_RECORDS SUPPLIED:_

##############################

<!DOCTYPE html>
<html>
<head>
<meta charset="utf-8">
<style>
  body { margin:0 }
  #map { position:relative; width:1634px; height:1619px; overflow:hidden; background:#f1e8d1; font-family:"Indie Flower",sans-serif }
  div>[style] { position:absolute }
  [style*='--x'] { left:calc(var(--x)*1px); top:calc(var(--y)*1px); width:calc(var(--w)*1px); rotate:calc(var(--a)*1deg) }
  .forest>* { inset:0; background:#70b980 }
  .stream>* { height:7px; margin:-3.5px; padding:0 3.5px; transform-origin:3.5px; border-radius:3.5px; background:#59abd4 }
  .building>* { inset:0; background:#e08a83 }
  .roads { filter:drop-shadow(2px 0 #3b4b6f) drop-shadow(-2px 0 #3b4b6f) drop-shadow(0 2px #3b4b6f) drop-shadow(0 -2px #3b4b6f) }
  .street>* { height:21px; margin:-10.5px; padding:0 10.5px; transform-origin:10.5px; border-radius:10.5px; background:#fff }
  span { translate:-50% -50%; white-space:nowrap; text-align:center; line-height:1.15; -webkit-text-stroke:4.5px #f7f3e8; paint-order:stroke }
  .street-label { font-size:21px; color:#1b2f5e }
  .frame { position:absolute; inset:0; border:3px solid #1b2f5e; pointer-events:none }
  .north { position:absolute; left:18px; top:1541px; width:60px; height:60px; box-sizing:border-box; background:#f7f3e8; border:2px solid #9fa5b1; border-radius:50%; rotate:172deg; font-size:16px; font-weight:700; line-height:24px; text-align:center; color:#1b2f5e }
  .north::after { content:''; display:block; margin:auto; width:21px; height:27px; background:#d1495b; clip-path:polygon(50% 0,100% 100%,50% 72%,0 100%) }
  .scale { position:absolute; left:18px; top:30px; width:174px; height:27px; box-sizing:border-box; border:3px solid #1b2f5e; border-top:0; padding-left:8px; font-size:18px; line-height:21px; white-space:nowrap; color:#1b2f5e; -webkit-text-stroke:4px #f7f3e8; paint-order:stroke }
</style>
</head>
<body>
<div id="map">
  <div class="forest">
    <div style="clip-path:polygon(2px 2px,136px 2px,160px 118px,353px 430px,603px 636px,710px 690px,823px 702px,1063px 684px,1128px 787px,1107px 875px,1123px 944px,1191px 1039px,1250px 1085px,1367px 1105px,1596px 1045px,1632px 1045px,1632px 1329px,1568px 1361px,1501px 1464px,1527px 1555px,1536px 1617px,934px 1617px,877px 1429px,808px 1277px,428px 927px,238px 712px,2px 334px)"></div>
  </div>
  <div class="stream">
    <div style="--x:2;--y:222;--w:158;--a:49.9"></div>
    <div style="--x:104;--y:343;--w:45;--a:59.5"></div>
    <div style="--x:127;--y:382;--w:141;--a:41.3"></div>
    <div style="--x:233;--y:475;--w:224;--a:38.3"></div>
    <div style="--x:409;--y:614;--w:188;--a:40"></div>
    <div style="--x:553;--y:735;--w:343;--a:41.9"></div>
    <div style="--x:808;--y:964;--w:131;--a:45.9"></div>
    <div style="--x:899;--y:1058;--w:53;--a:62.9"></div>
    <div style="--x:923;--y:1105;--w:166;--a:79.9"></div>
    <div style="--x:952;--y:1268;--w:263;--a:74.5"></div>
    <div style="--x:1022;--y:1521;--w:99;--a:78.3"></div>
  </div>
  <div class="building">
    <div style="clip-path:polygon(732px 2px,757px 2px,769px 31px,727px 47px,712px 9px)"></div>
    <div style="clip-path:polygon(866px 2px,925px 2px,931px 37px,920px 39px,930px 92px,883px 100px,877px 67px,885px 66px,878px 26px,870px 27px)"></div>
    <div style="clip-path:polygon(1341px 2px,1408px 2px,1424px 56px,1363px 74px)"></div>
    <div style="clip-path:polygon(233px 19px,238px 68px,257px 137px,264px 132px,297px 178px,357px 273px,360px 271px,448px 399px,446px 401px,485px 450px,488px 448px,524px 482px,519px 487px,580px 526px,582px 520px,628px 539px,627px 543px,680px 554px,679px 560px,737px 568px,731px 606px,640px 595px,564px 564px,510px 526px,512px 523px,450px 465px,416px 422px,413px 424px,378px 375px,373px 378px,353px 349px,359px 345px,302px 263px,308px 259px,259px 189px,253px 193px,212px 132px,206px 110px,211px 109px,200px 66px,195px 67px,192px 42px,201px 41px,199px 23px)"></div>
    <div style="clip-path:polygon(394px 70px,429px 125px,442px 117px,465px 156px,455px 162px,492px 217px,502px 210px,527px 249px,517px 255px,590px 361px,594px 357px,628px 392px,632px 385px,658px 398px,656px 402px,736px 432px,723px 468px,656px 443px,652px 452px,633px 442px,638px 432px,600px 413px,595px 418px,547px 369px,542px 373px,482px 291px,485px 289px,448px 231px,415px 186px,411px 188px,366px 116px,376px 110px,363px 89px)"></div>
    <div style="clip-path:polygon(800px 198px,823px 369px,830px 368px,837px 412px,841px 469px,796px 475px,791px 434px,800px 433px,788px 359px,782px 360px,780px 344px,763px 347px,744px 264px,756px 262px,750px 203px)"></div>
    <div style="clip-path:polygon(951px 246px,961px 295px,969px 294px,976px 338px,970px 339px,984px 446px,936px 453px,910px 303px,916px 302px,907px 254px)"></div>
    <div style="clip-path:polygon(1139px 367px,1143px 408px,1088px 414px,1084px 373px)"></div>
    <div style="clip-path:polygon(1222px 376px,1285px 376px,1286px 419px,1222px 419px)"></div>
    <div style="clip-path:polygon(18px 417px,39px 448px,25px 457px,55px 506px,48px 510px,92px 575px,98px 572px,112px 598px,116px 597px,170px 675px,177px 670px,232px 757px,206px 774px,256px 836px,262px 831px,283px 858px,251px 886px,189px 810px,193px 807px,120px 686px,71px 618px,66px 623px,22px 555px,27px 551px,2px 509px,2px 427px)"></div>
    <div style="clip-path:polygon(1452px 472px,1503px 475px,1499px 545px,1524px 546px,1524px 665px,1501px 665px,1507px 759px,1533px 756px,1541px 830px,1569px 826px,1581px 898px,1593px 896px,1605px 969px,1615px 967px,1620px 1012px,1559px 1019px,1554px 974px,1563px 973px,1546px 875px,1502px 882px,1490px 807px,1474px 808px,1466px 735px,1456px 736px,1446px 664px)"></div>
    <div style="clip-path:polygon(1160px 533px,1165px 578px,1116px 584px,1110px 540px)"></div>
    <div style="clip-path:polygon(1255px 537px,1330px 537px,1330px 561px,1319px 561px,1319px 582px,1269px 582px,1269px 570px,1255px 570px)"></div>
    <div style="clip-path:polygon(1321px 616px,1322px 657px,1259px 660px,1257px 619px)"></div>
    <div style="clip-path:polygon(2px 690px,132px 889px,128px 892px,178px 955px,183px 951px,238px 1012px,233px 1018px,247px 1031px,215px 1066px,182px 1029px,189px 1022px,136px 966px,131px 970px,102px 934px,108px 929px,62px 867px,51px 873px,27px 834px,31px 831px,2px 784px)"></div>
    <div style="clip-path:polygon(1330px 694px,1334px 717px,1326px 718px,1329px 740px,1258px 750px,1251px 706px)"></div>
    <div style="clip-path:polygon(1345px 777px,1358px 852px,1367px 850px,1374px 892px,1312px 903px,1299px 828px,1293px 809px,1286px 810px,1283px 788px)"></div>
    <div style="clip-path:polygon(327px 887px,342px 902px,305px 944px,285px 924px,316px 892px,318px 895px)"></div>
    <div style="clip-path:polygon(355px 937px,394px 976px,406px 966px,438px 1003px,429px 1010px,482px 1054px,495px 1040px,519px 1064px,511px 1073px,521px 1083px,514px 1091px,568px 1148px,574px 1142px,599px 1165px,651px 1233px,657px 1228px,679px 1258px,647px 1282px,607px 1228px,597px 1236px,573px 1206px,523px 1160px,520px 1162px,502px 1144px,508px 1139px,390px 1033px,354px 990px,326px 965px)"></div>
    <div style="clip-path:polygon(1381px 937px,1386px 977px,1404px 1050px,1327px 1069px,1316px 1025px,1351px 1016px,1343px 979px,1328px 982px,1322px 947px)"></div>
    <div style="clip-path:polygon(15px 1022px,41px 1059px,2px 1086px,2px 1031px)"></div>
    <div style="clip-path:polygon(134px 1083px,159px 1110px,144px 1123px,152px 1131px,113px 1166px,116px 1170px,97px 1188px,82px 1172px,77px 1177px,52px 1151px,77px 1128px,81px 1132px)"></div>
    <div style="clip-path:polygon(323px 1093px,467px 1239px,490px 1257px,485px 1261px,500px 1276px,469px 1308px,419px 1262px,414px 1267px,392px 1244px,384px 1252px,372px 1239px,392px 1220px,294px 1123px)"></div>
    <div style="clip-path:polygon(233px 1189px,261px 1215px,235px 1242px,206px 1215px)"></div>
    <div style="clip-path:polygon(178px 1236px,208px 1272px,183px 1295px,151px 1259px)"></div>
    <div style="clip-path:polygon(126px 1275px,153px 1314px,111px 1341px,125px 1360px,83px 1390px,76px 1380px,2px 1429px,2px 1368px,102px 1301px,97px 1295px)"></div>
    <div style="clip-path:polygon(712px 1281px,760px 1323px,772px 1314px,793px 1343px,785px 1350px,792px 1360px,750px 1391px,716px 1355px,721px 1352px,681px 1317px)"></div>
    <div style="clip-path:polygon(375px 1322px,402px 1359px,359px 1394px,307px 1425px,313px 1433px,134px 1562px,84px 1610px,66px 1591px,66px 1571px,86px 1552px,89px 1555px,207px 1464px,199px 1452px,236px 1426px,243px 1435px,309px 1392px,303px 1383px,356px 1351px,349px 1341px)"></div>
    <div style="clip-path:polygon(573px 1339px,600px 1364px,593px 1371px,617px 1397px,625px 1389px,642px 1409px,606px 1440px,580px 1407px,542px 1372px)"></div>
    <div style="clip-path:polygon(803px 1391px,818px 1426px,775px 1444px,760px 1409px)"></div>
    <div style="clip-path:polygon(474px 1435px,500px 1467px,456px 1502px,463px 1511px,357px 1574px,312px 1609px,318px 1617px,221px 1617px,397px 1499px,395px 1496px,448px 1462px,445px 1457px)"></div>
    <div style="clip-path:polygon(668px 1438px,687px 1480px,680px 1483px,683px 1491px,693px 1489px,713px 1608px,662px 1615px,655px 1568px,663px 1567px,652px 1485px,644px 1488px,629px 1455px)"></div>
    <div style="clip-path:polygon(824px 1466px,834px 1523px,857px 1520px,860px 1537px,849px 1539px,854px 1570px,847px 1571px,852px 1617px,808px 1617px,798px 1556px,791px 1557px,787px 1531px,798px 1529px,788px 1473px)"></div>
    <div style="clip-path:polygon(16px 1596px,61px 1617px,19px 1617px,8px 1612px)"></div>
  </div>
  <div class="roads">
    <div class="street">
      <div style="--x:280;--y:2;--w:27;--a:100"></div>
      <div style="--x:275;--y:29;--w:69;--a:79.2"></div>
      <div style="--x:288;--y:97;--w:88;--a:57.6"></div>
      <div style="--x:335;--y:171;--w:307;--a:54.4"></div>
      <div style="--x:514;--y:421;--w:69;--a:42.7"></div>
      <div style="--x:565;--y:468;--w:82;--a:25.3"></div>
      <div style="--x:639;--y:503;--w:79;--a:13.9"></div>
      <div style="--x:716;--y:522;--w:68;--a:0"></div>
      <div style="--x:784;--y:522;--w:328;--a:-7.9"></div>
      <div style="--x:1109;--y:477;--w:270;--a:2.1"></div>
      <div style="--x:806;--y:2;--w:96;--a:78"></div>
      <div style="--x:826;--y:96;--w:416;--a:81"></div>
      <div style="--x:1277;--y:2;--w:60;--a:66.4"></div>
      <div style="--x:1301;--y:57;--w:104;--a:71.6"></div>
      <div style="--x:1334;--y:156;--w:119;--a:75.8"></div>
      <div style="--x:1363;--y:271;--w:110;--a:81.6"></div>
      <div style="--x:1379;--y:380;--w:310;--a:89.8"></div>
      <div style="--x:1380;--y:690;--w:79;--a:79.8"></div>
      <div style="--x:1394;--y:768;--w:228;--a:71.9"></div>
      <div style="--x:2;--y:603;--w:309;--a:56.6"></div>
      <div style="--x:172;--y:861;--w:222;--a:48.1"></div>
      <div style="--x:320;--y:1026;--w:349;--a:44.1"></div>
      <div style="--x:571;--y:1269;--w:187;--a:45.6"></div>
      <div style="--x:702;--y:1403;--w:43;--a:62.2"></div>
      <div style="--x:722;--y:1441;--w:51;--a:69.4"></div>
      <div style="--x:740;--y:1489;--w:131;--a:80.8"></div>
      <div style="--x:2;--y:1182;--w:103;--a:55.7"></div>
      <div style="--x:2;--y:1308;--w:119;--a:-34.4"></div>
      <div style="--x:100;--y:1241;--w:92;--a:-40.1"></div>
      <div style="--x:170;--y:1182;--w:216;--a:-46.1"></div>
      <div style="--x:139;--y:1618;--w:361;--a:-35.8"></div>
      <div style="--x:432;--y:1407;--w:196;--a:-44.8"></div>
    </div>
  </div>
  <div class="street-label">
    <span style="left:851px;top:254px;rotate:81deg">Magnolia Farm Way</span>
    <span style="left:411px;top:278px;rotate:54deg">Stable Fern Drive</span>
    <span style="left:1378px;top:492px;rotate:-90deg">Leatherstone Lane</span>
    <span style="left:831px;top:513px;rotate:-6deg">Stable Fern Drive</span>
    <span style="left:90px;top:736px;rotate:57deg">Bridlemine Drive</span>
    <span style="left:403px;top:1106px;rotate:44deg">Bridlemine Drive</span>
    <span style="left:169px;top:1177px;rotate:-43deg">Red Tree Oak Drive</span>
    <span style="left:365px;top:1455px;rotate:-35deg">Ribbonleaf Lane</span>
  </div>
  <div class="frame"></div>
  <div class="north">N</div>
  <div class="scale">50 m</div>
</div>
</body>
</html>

##############################

_WORK REQUEST:_
Starting with the first line of the entries, transcribe every line up to and including the one with "filter:drop-shadow(2px 0 #3b4b6f)".

_EXERCISE RESPONSE:_
<!DOCTYPE html>
<html>
<head>
<meta charset="utf-8">
<style>
  body { margin:0 }
  #map { position:relative; width:1634px; height:1619px; overflow:hidden; background:#f1e8d1; font-family:"Indie Flower",sans-serif }
  div>[style] { position:absolute }
  [style*='--x'] { left:calc(var(--x)*1px); top:calc(var(--y)*1px); width:calc(var(--w)*1px); rotate:calc(var(--a)*1deg) }
  .forest>* { inset:0; background:#70b980 }
  .stream>* { height:7px; margin:-3.5px; padding:0 3.5px; transform-origin:3.5px; border-radius:3.5px; background:#59abd4 }
  .building>* { inset:0; background:#e08a83 }
  .roads { filter:drop-shadow(2px 0 #3b4b6f) drop-shadow(-2px 0 #3b4b6f) drop-shadow(0 2px #3b4b6f) drop-shadow(0 -2px #3b4b6f) }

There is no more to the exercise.